*** Opening Provided entries ***

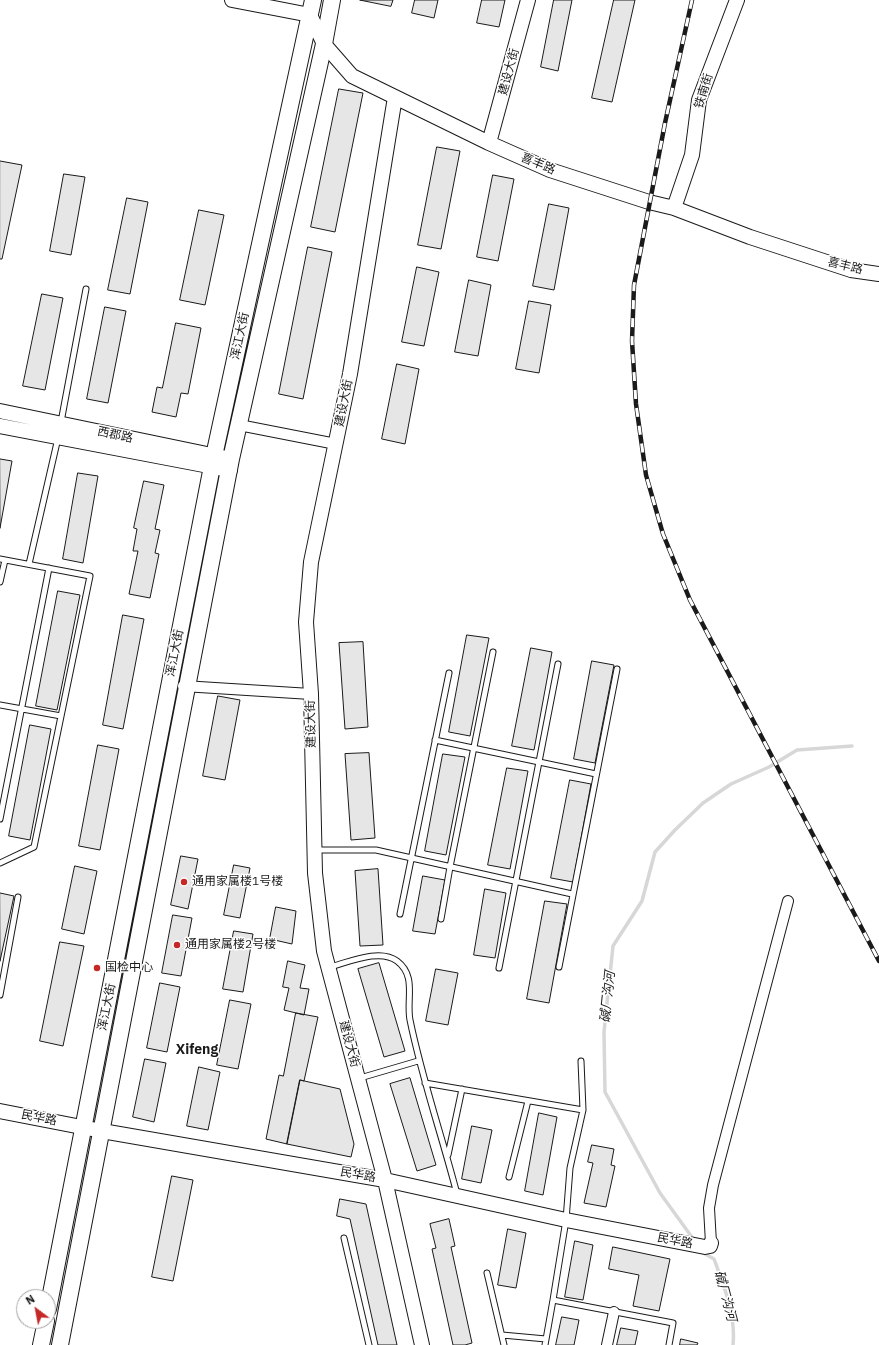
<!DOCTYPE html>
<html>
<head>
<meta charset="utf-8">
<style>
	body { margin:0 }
	#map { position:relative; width:879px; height:1345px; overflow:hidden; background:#fff; font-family:"IBM Plex Sans",sans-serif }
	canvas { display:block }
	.north { position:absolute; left:16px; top:1289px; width:40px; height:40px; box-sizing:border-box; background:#fff; border:1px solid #a3a3a3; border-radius:50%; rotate:328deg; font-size:11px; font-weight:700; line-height:16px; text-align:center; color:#1a1a1a }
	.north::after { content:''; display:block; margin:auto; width:14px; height:18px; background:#c62828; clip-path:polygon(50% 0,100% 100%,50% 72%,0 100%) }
</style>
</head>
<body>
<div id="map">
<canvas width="879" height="1345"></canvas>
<div class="north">N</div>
</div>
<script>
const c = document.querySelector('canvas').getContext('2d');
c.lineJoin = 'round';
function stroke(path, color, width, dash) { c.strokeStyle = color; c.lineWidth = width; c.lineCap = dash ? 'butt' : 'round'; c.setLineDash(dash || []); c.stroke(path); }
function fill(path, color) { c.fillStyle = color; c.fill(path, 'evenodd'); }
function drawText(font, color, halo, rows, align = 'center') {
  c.font = font + ' "IBM Plex Sans","Noto Sans SC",sans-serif'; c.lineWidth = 3; c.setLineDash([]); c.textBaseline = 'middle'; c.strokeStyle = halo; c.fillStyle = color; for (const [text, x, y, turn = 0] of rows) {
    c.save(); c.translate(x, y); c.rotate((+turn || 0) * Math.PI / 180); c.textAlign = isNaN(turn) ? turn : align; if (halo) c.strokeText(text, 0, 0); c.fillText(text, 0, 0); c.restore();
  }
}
stroke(new Path2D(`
	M694,1240L660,1193L605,1092L604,1032L613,946L642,901L655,852L675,830L703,803L731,784L769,767L797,750L852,746
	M700,1251L714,1259C724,1286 736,1315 733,1345`), '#d7d7d7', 3.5);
const building = new Path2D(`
	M360,0H393L391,6Z
	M415,0H438L434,18L412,13Z
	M482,0H505L499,27L477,23Z
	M554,0H572L558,71L541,67Z
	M614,0H635L612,102L592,98Z
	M339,89L363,93L335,232L311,227Z
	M437,147L460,151L441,249L418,245Z
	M0,161L22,165L2,259H0Z
	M64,174L85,177L71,255L50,251Z
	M493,175L514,179L498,261L477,257Z
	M127,198L148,202L130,294L108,290Z
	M549,204L569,208L554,290L533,286Z
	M199,210L224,215L205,305L180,300Z
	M308,247L332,252L303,399L279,394Z
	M417,267L439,272L424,346L402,342Z
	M469,280L491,285L478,356L455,352Z
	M42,294L63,298L45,390L23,386Z
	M529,301L551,305L539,373L516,369Z
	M105,307L126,311L108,403L87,399Z
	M176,323L201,328L188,394L181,393L176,417L152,412L157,387L162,388Z
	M397,364L419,369L405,444L382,439Z
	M0,459L12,461L0,528Z
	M78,473L98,476L83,563L63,559Z
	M144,481L164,485L155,529L160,530L155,553L159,554L150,598L129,594L138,551H133L137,529L134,528Z
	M58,591L80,595L57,710L36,706Z
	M123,615L144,619L123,729L103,725Z
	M467,635L489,638L470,736L449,732Z
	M363,642L368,727L345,729L339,643Z
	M531,648L552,652L534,750L512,746Z
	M592,661L614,665L595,763L574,759Z
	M218,696L240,700L225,780L203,776Z
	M30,725L51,729L30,840L9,836Z
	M98,745L119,749L100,850L79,846Z
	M369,753L375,838L351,840L345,754Z
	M443,754L465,757L446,855L425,851Z
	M507,768L528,771L510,869L488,865Z
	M570,780L591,784L573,882L551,878Z
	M181,856L198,859L188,909L171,905Z
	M234,865L250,868L240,918L224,915Z
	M75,866L97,871L84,934L62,929Z
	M378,869L383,945L360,946L355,871Z
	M423,876L445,880L435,934L413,931Z
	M485,889L506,893L495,958L474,955Z
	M0,893L14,896L0,961Z
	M545,901L567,904L549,1003L527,999Z
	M276,907L296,911L292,944L270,939Z
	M173,915L192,918L181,976L162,973Z
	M234,931L253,934L243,992L223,989Z
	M60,942L84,946L63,1046L40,1041Z
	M288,961L305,965L300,988L309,989L304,1015L284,1010L289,988L283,987Z
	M379,963L405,1051L384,1057L358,969Z
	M436,969L458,973L448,1025L426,1021Z
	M160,983L180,987L167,1052L147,1048Z
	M230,1000L251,1004L238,1069L217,1065Z
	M296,1013L318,1017L304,1081L300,1080L287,1144L266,1139L279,1075L283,1076Z
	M145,1059L166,1063L154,1122L133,1117Z
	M199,1067L220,1072L208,1130L187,1126Z
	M410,1078L436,1165L417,1171L390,1084Z
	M300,1080L340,1089L354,1144L351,1157L287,1144Z
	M539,1113L557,1117L543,1195L525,1191Z
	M472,1126L492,1130L481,1183L462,1179Z
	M592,1145L614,1149L611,1165L615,1166L606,1207L584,1203L593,1163L588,1162Z
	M172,1176L193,1180L173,1281L152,1277Z
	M340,1199L366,1204L397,1345H378L350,1219L337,1216Z
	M449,1219L455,1246L451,1247L472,1343L465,1345H453L432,1249L436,1248L430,1224Z
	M508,1229L526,1233L516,1288L498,1285Z
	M575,1241L593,1245L583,1300L565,1297Z
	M613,1247L670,1259L659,1311L633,1306L639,1275L609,1269Z
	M562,1317L579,1320L574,1345H556Z
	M621,1328L638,1331L635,1345H617Z
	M681,1339L698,1343L697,1345H680Z`);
fill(building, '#e6e6e6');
stroke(building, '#1a1a1a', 1);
const lane = new Path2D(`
	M61,422L86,289
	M0,559L90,576L34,847L0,863
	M29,564L58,438
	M0,582L5,560
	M0,705L61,716
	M435,740L596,774
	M0,819L49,568
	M315,850H376L572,894
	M400,914L449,673
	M441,919L450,867L493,652
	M330,967C349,962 380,948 397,961C417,976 406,999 410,1020C422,1079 442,1136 457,1194
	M559,967L617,669
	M499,968L558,664
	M0,995L18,897
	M581,1061L583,1110
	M360,1078L418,1061
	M425,1083L583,1110L570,1168L566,1220L553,1300
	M448,1155L462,1089
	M509,1177L528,1101
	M344,1238L369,1345
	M487,1273L504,1345
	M502,1335L546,1339
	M545,1345L553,1300L673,1323L669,1345`);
const street = new Path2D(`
	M239,425L336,444
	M183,686L311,694
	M711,1243L709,1208L713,1185L788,901
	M607,1345L614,1312`);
const secondary = new Path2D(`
	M232,0L310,15L324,44L352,76L489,143L550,170L649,202L674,208L750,237L851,270L879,274
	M395,97L350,374L311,562L306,622L311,694L315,873L324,951L385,1180L422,1345
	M489,143L528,0
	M674,208L692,155L699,100L737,0
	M0,411L231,459
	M0,426L230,470
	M0,1111L102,1131L385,1180L566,1220L705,1247L710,1246L711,1243`);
const primary = new Path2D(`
	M48,1309L214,456L313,0
	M41,1345L46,1321
	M60,1345L231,459L324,44L332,0`);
stroke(lane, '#1a1a1a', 7);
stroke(street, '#1a1a1a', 12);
stroke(secondary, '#1a1a1a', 16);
stroke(primary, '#1a1a1a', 18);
stroke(lane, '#fff', 5);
stroke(street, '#fff', 10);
stroke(secondary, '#fff', 14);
stroke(primary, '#fff', 16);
const rail = new Path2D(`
	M692,0L665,123L634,285L632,341L636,404L646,475L663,534L690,600L879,961`);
stroke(rail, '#1a1a1a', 4.5);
stroke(rail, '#fff', 3, [9]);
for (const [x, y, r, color] of [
	[184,882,4,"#c62828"],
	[177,945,4,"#c62828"],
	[97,968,4,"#c62828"]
]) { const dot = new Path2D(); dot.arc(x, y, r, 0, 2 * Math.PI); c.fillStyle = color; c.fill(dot); stroke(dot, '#fff', 1.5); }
drawText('12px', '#1a1a1a', '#fff', [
	["建设大街",509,72,-75],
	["铁南街",704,91,-73],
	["喜丰路",538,164,23],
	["喜丰路",845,266,14],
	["浑江大街",240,336,-78],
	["建设大街",344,403,-79],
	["西郡路",115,435,12],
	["浑江大街",175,653,-79],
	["建设大街",311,724,-91],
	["浑江大街",107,1007,-79],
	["建设大街",349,1044,75],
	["民华路",39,1118,11],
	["民华路",358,1175,10],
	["民华路",675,1241,11]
]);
drawText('12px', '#1a1a1a', '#fff', [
	["通用家属楼1号楼",192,882],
	["通用家属楼2号楼",185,945],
	["国检中心",105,968]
], 'left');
drawText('italic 13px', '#1a1a1a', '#fff', [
	["碱厂沟河",608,997,-84],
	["碱厂沟河",725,1296,75]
]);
drawText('bold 14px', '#1a1a1a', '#fff', [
	["Xifeng",197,1050]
]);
</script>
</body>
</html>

*** Closing Provided entries ***

The problem: How many lines of the listing contain the word "rotate"? Reply with only the number.

Task solution: 2